§ **Work instruction**: The answer must be every line of the records below that contains the word "lane".

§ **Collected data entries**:
════════════════════
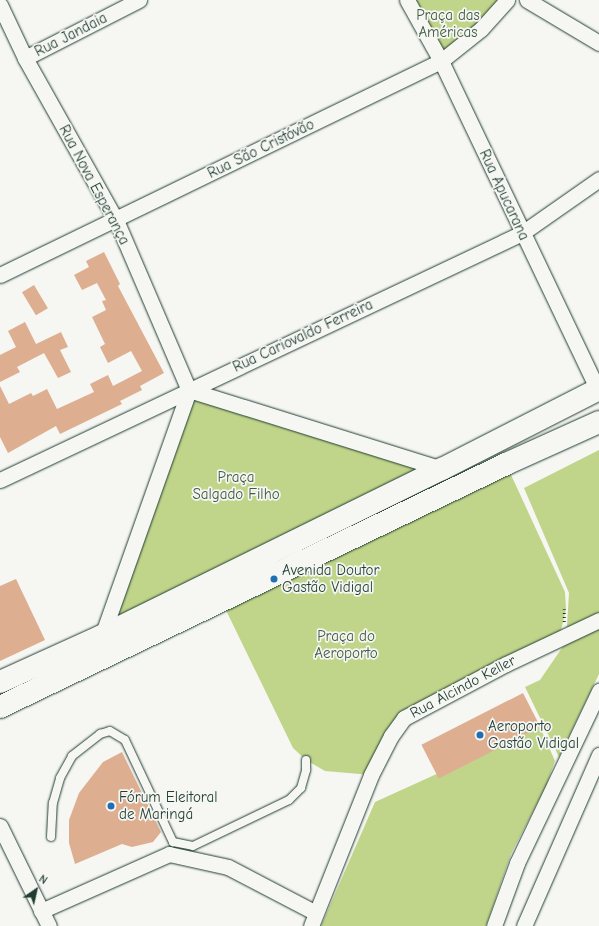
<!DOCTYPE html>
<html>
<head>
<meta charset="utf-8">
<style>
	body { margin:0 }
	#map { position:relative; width:599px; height:926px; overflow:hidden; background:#f6f6f2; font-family:"Comic Neue",sans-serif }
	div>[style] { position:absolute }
	.green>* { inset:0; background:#c1d58a }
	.building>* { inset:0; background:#deae90; transform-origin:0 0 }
	.path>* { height:2.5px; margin-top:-1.25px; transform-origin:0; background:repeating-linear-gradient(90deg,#1f3d34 0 1px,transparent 0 4px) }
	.roads { filter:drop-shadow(0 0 1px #1f3d34) drop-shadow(0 0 1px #1f3d34) }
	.lane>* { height:8px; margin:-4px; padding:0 4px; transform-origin:4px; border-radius:4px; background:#f6f6f2 }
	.street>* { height:15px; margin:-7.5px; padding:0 7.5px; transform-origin:7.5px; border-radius:7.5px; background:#f6f6f2 }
	.secondary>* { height:22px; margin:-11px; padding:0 11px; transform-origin:11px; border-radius:11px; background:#f6f6f2 }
	.dots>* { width:11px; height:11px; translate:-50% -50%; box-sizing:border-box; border:2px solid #f6f6f2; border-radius:50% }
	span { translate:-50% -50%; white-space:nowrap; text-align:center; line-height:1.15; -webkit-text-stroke:3.5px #f6f6f2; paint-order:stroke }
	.park-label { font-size:15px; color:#3f5b45 }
	.street-label { font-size:15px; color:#1f3d34 }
	.poi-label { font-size:15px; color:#1f3d34 }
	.left { translate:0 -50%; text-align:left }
	.north { position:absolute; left:16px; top:870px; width:40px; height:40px; -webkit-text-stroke:3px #f6f6f2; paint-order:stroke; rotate:34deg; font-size:11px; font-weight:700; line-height:16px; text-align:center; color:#1f3d34 }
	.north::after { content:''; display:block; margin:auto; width:14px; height:18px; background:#1f3d34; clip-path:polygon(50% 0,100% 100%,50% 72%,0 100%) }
</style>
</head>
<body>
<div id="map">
	<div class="green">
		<i style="clip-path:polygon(408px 0,507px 0,442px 60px)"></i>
		<i style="clip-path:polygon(189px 390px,442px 469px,102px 636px)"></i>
		<i style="clip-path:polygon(599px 450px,599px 674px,559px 757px,525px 687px,540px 680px,566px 642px,569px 593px,524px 488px)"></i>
		<i style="clip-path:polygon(506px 464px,565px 592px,566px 609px,559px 639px,404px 718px,371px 775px,325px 771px,306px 760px,293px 748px,222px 602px)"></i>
		<i style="clip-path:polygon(540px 727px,555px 761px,546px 786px,511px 854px,486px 926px,321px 926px,375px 802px)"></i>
	</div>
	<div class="building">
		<i style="clip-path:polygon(104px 252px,120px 284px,118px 286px,164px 373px,140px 386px,142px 390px,120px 401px,122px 404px,60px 434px,56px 426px,8px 453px,0 437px,0 386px,9px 404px,31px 393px,33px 396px,47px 389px,57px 409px,94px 392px,90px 384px,108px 375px,113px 386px,142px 371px,131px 351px,108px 363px,100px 347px,105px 344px,92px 317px,106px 310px,102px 301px,106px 300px,97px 283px,82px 290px,74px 275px,89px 267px,86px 261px)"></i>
		<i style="left:34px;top:285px;width:27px;height:14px;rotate:59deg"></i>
		<i style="clip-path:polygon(25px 322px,36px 344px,61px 332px,68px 347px,60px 350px,71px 372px,58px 378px,44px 353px,17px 367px,20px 372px,0 382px,0 355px,16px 347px,8px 331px)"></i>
		<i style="clip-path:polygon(16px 579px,45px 640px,0 661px,0 586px)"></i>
		<i style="left:523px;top:693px;width:38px;height:114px;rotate:63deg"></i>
		<i style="clip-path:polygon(122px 752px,161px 832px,153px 842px,132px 847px,122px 844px,75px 864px,69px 843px,69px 820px,79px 793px,103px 762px)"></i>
	</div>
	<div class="path">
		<i style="left:564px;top:622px;width:13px;rotate:-90deg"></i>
	</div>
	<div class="roads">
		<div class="lane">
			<i style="left:51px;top:837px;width:34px;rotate:-87deg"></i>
			<i style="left:53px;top:803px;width:26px;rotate:-74deg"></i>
			<i style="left:60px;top:778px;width:25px;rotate:-61deg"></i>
			<i style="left:72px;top:756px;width:36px;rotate:-38deg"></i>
			<i style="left:100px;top:734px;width:10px;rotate:-17deg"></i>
			<i style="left:110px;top:731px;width:17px;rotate:31deg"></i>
			<i style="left:125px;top:740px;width:113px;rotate:64.8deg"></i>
			<i style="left:173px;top:842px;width:20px;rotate:11deg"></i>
			<i style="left:193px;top:846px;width:106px;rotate:-25.6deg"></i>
			<i style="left:289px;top:800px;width:17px;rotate:-45deg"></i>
			<i style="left:301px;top:788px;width:19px;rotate:-74deg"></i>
			<i style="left:306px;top:770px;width:10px;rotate:-90deg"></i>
		</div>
		<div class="street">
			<i style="left:407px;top:0;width:70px;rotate:60.9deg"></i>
			<i style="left:441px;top:61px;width:367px;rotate:64.5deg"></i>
			<i style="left:527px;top:0;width:84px;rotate:30.8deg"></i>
			<i style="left:0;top:5px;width:59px;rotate:64.7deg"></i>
			<i style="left:25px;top:58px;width:186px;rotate:60.7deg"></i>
			<i style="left:116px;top:220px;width:185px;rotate:66.8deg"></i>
			<i style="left:25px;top:58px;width:128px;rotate:-27deg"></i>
			<i style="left:0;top:275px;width:490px;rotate:-25.9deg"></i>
			<i style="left:441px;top:61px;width:51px;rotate:-38.7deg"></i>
			<i style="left:481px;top:29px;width:39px;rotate:-48deg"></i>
			<i style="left:189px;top:390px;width:265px;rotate:17.3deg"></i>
			<i style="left:0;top:480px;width:577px;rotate:-25.32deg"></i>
			<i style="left:522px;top:233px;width:94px;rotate:-35deg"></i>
			<i style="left:102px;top:636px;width:261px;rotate:-70.5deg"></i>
			<i style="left:0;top:826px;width:111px;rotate:63.9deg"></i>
			<i style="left:41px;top:911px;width:140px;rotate:-24deg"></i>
			<i style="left:169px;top:854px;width:60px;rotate:12.4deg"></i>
			<i style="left:228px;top:867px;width:99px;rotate:27.6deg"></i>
			<i style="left:311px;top:926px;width:162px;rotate:-68.3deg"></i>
			<i style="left:371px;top:775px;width:44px;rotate:-62.9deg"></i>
			<i style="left:391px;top:736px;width:22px;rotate:-54deg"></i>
			<i style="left:404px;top:718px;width:115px;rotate:-27.9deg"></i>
			<i style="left:506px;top:664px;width:103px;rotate:-25.3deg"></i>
			<i style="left:494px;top:926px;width:67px;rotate:-69.9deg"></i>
			<i style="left:517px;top:863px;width:191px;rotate:-64.5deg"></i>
			<i style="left:524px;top:926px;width:187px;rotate:-66.3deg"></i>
		</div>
		<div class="secondary">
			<i style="left:0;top:682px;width:112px;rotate:-24.3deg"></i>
			<i style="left:102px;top:636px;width:379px;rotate:-26.2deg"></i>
			<i style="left:442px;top:469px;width:176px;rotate:-27deg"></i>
			<i style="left:0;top:707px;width:561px;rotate:-25.65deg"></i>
			<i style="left:506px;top:464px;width:102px;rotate:-24.3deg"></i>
		</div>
	</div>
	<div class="dots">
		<i style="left:274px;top:579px;background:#1f6fb2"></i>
		<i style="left:480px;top:735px;background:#1f6fb2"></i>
		<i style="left:111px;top:806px;background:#1f6fb2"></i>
	</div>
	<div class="park-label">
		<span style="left:448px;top:24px">Praça das<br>Américas</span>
		<span style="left:236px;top:486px">Praça<br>Salgado Filho</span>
		<span style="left:346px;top:645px">Praça do<br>Aeroporto</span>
	</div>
	<div class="street-label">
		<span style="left:71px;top:35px;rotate:-27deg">Rua Jandaia</span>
		<span style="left:261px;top:149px;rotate:-26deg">Rua São Cristóvão</span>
		<span style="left:94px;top:185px;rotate:62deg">Rua Nova Esperança</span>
		<span style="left:504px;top:195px;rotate:65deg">Rua Apucarana</span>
		<span style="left:303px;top:336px;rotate:-25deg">Rua Cariovaldo Ferreira</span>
		<span style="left:463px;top:687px;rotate:-28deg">Rua Alcindo Keller</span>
	</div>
	<div class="poi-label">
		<span class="left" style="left:282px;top:579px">Avenida Doutor<br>Gastão Vidigal</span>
		<span class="left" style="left:488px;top:735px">Aeroporto<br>Gastão Vidigal</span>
		<span class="left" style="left:119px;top:806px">Fórum Eleitoral<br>de Maringá</span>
	</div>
	<div class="north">N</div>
</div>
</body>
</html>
════════════════════
§ **Task output**:
	.lane>* { height:8px; margin:-4px; padding:0 4px; transform-origin:4px; border-radius:4px; background:#f6f6f2 }
		<div class="lane">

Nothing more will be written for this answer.